• [EXERCISE PROMPT]: Work out how many lines in the entries contain the string "header", and give nothing but that number.

• [SUPPLIED MATERIAL]:
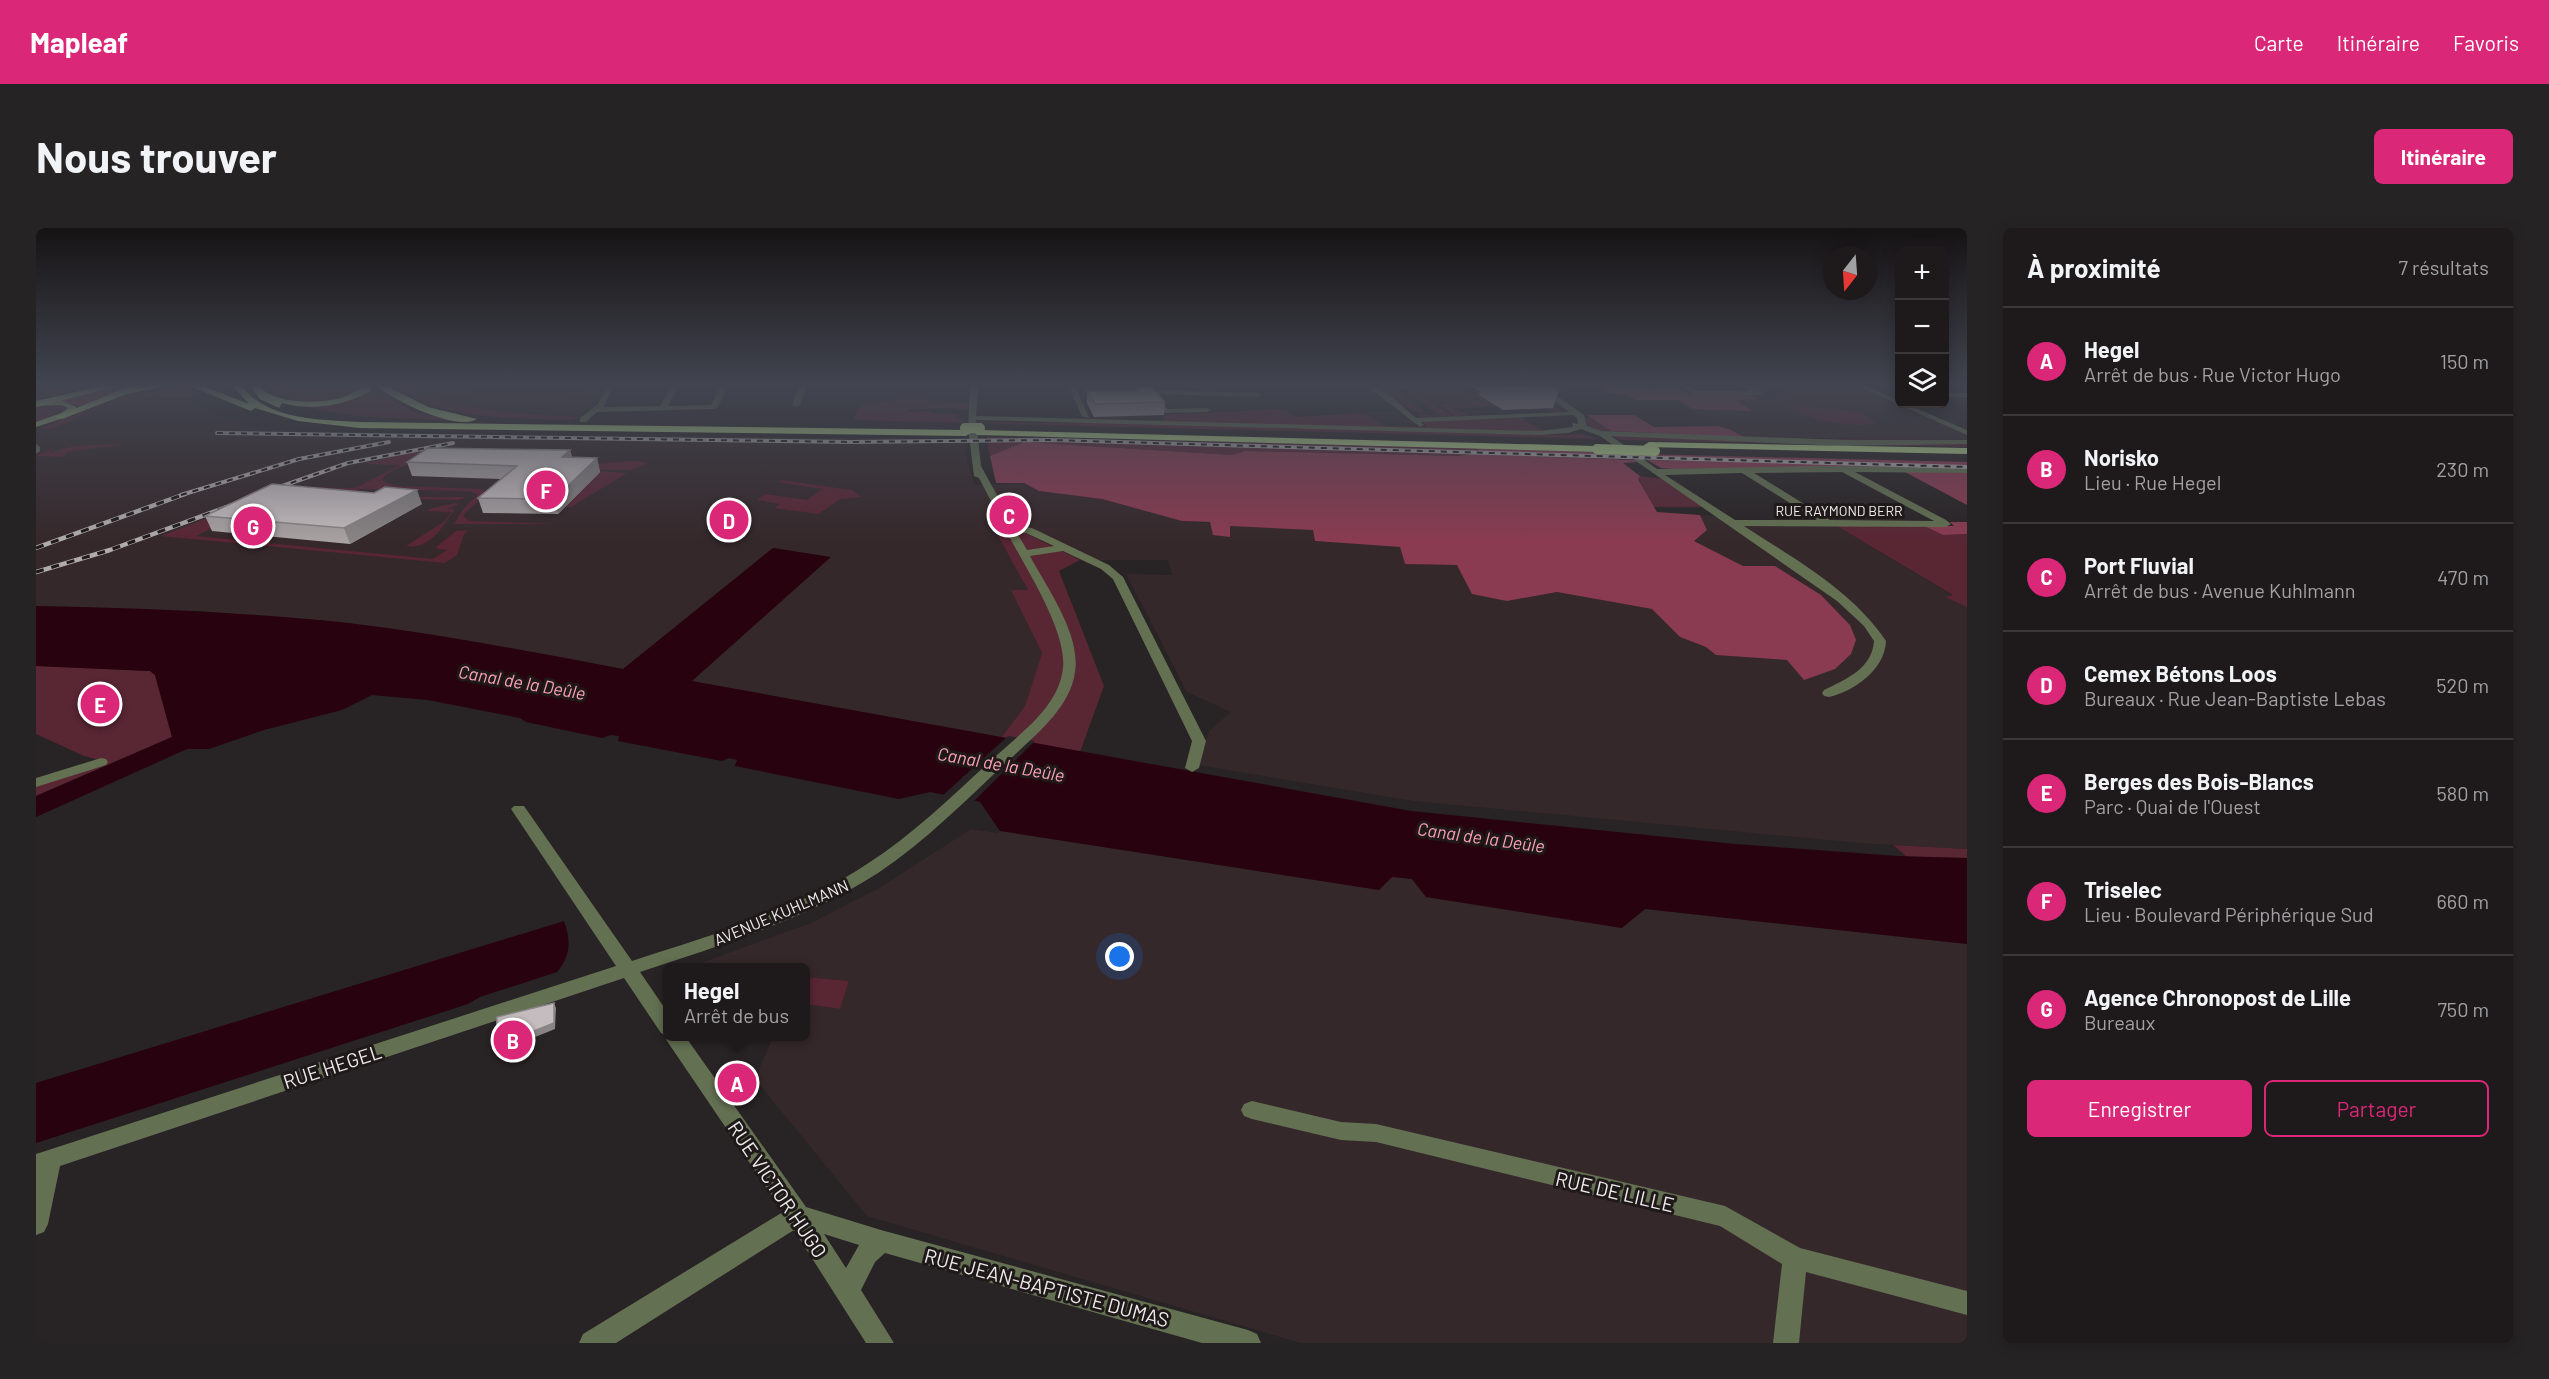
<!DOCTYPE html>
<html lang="fr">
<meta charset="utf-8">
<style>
:root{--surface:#1e1a1b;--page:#262324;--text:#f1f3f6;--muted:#a1a1a3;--line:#3c383a;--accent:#db2777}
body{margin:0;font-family:Barlow,sans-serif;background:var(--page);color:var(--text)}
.controls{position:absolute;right:18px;top:18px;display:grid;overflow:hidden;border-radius:9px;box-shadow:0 3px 15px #0003}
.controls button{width:54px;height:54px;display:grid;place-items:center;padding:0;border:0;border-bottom:2px solid var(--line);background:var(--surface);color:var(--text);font:30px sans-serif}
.compass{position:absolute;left:1787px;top:18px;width:54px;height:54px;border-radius:50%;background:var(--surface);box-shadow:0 3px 15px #0003;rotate:197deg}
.you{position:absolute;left:1084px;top:729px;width:21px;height:21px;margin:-15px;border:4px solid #fff;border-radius:50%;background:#1a73e8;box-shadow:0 0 0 9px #1a73e833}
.badge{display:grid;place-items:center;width:39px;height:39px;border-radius:50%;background:var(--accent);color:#fff;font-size:20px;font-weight:700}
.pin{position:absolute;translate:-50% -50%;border:3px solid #fff;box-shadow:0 2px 6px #0006}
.popup{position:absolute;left:627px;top:735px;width:147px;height:78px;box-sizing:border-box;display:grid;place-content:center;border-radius:9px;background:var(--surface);filter:drop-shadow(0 2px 4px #0005);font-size:20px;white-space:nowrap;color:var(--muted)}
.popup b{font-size:22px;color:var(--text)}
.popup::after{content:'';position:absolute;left:50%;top:100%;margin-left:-12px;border:12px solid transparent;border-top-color:var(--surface)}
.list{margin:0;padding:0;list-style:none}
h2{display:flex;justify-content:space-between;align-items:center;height:78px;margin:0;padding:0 24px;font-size:26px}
h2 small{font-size:20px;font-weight:400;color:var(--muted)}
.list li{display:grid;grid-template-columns:39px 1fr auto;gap:18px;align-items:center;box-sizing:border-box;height:108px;padding:0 24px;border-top:2px solid var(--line)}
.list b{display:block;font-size:22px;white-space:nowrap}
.list p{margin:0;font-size:20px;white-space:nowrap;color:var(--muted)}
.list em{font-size:20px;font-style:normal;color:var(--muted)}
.actions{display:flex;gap:12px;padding:18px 24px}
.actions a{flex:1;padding:14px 0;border:2px solid var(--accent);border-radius:9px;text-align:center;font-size:21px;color:var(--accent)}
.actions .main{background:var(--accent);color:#fff}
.icon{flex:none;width:33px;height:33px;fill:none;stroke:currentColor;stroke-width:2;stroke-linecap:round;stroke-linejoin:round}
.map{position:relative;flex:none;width:1931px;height:1115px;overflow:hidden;border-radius:9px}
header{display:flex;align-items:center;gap:36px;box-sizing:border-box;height:84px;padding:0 30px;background:var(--accent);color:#fff}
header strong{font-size:28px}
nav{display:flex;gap:33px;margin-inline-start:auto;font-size:21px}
.intro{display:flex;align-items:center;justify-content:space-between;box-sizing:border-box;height:144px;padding:0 36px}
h1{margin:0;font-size:42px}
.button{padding:15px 27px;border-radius:9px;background:var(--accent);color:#fff;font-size:21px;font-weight:700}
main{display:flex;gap:36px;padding:0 36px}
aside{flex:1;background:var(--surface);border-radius:9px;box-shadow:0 3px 15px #0003}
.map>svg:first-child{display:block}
</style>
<header>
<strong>Mapleaf</strong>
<nav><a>Carte</a><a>Itinéraire</a><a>Favoris</a></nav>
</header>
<div class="intro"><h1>Nous trouver</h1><a class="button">Itinéraire</a></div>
<main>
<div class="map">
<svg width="1931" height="1115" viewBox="0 0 1931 1115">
<rect width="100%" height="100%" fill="#282324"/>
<path fill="#35282b" d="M367,158H436L433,165L512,166L566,162L559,175L541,189L457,182L417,175Z
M1376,158H1421L1447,175L1401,176Z
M1741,158H1818L1931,207V212L1708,209L1694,201L1681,198L1627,167H1759Z
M114,170L150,172L208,198L281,205L923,211L929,214L931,234L939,257L988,255L1003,263L1066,271L1146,293L1277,302L1279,313L1364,319L1369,336L1421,337L1471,373L1521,364L1616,381L1644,409L1670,419L1680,427L1751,432L1814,397L1785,367L1739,339L1707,338L1658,313L1671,302L1664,287L1690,289L1701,297H1799L1918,368L1931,366V621L1824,615L1378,573L1163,537L1173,503L1195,484L1151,464L1090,346L1136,347L1132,332H1044L987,304L962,308L993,363L976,362L1006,425L989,478L965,510L655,453L794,329L737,320L587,441L423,411L316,396L165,383L0,378V202L67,178Z
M1361,183L1377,195L1346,197L1328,185Z
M935,601L962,605L964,603L1343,662L1356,648L1376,651L1390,669L1585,700L1609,681L1931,716V1115H1265L831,988L719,851L737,809L770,808V776L804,781L813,753L770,749V740H651L775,695L845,659Z"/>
<path fill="#592634" d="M0,158H61L0,171Z
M233,158H323L324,161C299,177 254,182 233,158Z
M356,158C377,158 397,171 418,175C458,185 500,186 541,189L537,192C474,190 411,193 356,158Z
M1341,158H1374L1415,188L1385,189L1382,186L1404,188L1364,159H1355L1390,185C1372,185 1357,166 1341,158Z
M143,159L167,165C152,174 133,169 117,170C100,171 82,174 66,179C53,183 14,207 4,200L93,166Z
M341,160L356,172L379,184L427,193L323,188L263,178L321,169Z
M1433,165C1455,165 1511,168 1525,183L1517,184L1511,180H1516L1512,177L1416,180L1433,187L1419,188L1402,176L1448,174Z
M864,171H892L893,175L932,174V182L909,180L871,182V184L894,183L895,185L923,186L919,191H929L925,192L928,194L1059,195L1062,191L1127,193L1129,187L1249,181L1258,189L1328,185L1348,198L1391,199L1386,193L1485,190L1515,207L1543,206L1564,211L817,192L823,178Z
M22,176L31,180L0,195V177Z
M1750,176L1824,184L1840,195C1812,201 1774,191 1750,179Z
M1549,190H1555L1575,203L1768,211L1931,212V219L1585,212L1553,199Z
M951,209L1439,220L1443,224L1421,228L1209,223L1196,227L988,214L954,228Z
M89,216L32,224L27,229L0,228L15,221H17L13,225C37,216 62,216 89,216Z
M390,220L477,222C455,225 350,231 346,253L361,258L446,261L450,266L427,287L433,293L524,296H418L428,280L442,267L434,263L323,261L312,269H430L423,272L240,268L160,308L397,331L411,322L399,320L420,303L435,302L429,304L421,327L409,335L125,308L253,259L319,260L364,237L329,236Z
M598,233L612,235L595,242H555L560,236Z
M564,243L591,245L535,279H529Z
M1604,248L1628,251L1669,279H1618L1602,250Z
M744,252L816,262L825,269L804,271L783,286L738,280L744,276L721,272L729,266L771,272L786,261L742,254Z
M419,275L423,276L411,281H419C406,299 394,322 370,318L409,293L415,284L391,283C401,277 408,279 419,275Z
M1799,297L1888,298L1907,307L1931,306V379L1909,369L1917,367Z
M987,304L1044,332L1023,343L1068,458L1044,524L965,510L989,478L1006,425L975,362H992L962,308Z
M0,438L114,443L119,447L136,509L0,568V558L63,532L48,528L0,506Z
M1857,617L1931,621V630L1871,629Z
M770,749L813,753L804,781L770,776Z"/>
<path fill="#8a3b51" d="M83,158H100L44,178L23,173Z
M1566,158H1602L1625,164L1617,160L1639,159L1655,166L1715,167L1724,171L1700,172L1716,183L1657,181L1642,172H1600L1592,167L1572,165Z
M1551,187H1598L1618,199L1681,198L1693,201L1708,209L1575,203Z
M988,214L1196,227L1209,223L1421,228L1434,226L1598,232L1602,234L1587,235L1604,248L1602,251L1621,284L1664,287L1671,302L1658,313L1707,338H1739L1785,367L1814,397L1820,412L1815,426L1799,441L1768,452L1751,432L1680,427L1670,419L1644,409L1616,381L1521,364L1471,373L1436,366L1421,337L1369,336L1364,319L1279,313L1277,302L1194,298V309L1177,307L1174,294L1146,293L1066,271L1003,263L988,255H960L954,228Z
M1439,220L1588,225L1596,230L1439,225L1443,223Z
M1605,226L1931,234V238L1639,241L1625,240L1611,232L1704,234L1610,231Z
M1867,243L1931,245V277Z
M1914,294H1931V306L1907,307L1888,298H1918Z"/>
<path fill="#28020e" d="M737,320L795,329L656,453L1375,583L1699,616L1862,628L1931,630V716L1609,681L1586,700L1390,669L1376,651L1356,649L1343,662L964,603L944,574L937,572L894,564L863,571L699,538L701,532L693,530L686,533L582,513L583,508L575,507L566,510L490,494L484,490L392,472L336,467L306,482L228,502L173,521H151L0,589V568L136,509L119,447L114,443L0,438V378C105,380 209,384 313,395C405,406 496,424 587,441Z
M528,693C535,713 535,727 521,744L444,769L432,776L0,915V855Z"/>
<path fill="#282324" d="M972,508L999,513L936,575L905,569Z"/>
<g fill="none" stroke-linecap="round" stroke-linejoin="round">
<path fill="#637051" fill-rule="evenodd" d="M571,158H578L567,179L624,178L636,158H643L632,178L675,177L685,158H692L682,179L678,181L561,184L550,194H544V190L562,176Z
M763,158H771L764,177L760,179L756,177Z
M934,158H942L940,188L1503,203L1537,199L1536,195L1542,196L1541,190L1537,187L1385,194L1388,197L1384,199L1344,168L1328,158C1349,158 1364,177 1380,190L1533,184L1499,158H1507L1548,187L1551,198L1565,203L1807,212H1931V216L1807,218L1575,208L1621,241L1782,238L1931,239V245L1819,244L1910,292L1915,296L1910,299L1708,298C1757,330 1817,363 1850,413C1849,441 1819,463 1793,469L1788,468L1786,465L1788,462C1810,451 1836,441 1838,413L1828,398L1801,373L1564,208L1545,201L1532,205L1503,207L940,192L945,238L978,298L996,300L1073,337L1087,349L1170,513L1163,540L1156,544L1149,540L1156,513L1077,351L1065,341L1027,323L994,328C1011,360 1045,406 1039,444C1034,481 998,508 972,533C930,572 890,613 842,645C769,692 685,717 604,744L632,785V808H649L770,979L845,1002L1212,1102L1221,1106L1225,1115H1166L849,1025L839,1034L825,1062L858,1115H830L758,1002L580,1115H543L547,1106L747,984L631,813L629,807L625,805L588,750L24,938L12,996L8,1004L0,1007V926L580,738L475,581L478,578H488L596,733C676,707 760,683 831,636C878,606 918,566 960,528C986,504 1023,478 1027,440C1031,402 988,338 971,304L962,301L968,298L943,250L938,248L932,200ZM1806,244L1898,293L1794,292L1718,245ZM1706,245L1781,292H1699L1629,247ZM981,305H990L1018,318L991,322ZM788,1006L823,1017L810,1040Z
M1032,158H1039L1053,190L1046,188Z
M1646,158H1654L1661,163H1714L1706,158H1716L1729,165L1725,167H1659Z
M1821,158H1831L1864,173V176H1870L1931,202V207Z
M1114,162L1222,165L1226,167L1222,169L1121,166L1131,181L1171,180L1175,182L1171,184L1129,185L1114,167Z
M1908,165H1931V169H1908Z
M0,216L4,219V223L0,226Z
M65,530L70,531L72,534L70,537L0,559V550Z
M1216,873L1305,894L1340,896L1689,978L1764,1020L1931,1063V1087L1770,1044L1763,1115H1737L1746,1036L1684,998L1340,914L1305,912L1216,891L1208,888L1205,882L1208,876Z"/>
<path fill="#a2bd7c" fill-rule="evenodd" d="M26,173L41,179L31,189L0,199V194L25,185L32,180L25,177L0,178V174Z"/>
<path fill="#badc8c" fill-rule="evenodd" d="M66,158L79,159L0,179V173Z
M95,158H132L91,166L26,191L18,189Z
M154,158H167L213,176L197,158H206C230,192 286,192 324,194L930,202L935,205L930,208L324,200L262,193L219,180L215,183Z
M214,158H223C237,176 283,176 305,170C316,166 325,158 335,158L333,164C307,178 276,183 246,175L243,180L224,171Z
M341,158H351L392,179L441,191C422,204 356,172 341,158Z
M944,202L1561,218L1566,221L1561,224L941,207L939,205Z
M1613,214L1931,220V226L1609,219L1608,217Z"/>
<defs>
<path id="rail-far1" d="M181,205L815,214L1016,212L1931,239
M232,263L312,235L417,215
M145,267L263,231L353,214"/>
<path id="rail" d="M0,320L149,266
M0,344L74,322L196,277"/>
</defs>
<use href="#rail-far1" stroke="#b0abac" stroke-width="4"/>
<use href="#rail" stroke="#b0abac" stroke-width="4.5"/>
<use href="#rail-far1" stroke="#1f191a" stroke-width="2" stroke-dasharray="6" stroke-linecap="butt"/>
<use href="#rail" stroke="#1f191a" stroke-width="3" stroke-dasharray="8" stroke-linecap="butt"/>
<path stroke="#badc8c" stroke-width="10" d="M929,200H944
M1561,221L1619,223"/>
</g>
<path fill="#a9a2a3" d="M1434,158H1516L1523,162L1517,180L1467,182L1443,167L1444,163Z
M1100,159L1129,174L1128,187L1058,189L1051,175V163H1099Z
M534,222L536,229L561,230L564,244L522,286L447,285L442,270L465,251L376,248L371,234Z
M386,276L314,316L176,303L169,288Z"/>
<path fill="#898485" d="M534,222L537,236L526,229Z
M561,230L564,244L522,286L518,271Z
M381,262L386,276L314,316L308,300Z
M518,775L520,780L519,801L462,824L460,818Z"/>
<path fill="#c4bcbe" stroke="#898485" stroke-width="1.5" d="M1463,158H1516L1523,162L1472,163Z
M1100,159H1116L1129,174L1059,176L1051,163H1102Z
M392,220L534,222L526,229L561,230L518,271L442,270L481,238L371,234Z
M236,256L338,265L349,259L381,262L308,300L169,288Z
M518,775V795L460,818L461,789Z"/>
<linearGradient id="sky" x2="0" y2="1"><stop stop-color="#161314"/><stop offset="0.5" stop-color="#424550"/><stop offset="1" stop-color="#424550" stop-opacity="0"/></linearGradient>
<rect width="1931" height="314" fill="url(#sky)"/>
<g text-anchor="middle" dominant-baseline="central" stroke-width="6" stroke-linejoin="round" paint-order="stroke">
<g font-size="14" fill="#efebec" stroke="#1f191a">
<text x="1803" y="282">RUE RAYMOND BERR</text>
</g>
<g font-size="16" fill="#efebec" stroke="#1f191a">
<text transform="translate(745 684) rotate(-23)">AVENUE KUHLMANN</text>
</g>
<g font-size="18" font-style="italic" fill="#fca0b5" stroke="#1f191a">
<text transform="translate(486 454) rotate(10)">Canal de la Deûle</text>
<text transform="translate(965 536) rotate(10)">Canal de la Deûle</text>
<text transform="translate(1445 609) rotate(8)">Canal de la Deûle</text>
</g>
<g font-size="20" fill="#efebec" stroke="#1f191a">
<text transform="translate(296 838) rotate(-18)">RUE HEGEL</text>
<text transform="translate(742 961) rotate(56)">RUE VICTOR HUGO</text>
<text transform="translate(1579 963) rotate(13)">RUE DE LILLE</text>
<text transform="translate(1011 1059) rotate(15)">RUE JEAN-BAPTISTE DUMAS</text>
</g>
</g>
</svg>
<div class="controls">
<button>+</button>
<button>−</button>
<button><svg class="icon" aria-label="layers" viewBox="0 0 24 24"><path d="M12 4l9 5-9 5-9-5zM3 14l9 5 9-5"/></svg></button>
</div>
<svg class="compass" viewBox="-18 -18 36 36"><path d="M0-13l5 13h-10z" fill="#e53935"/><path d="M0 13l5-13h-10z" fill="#a1a1a3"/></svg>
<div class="you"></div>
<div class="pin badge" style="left:701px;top:855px">A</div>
<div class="popup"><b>Hegel</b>Arrêt de bus</div>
<div class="pin badge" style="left:477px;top:812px">B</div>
<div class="pin badge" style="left:973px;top:287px">C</div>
<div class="pin badge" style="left:693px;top:292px">D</div>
<div class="pin badge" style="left:64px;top:476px">E</div>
<div class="pin badge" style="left:510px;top:262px">F</div>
<div class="pin badge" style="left:217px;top:298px">G</div>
</div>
<aside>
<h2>À proximité<small>7 résultats</small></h2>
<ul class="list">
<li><span class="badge">A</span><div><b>Hegel</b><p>Arrêt de bus · Rue Victor Hugo</p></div><em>150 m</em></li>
<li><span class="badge">B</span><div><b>Norisko</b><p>Lieu · Rue Hegel</p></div><em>230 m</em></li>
<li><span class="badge">C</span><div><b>Port Fluvial</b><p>Arrêt de bus · Avenue Kuhlmann</p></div><em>470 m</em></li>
<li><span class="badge">D</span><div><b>Cemex Bétons Loos</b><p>Bureaux · Rue Jean-Baptiste Lebas</p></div><em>520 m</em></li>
<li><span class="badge">E</span><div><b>Berges des Bois-Blancs</b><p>Parc · Quai de l'Ouest</p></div><em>580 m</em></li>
<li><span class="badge">F</span><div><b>Triselec</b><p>Lieu · Boulevard Périphérique Sud</p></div><em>660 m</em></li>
<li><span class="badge">G</span><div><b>Agence Chronopost de Lille</b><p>Bureaux</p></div><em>750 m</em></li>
</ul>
<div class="actions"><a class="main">Enregistrer</a><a>Partager</a></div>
</aside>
</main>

• [SOLUTION]: 4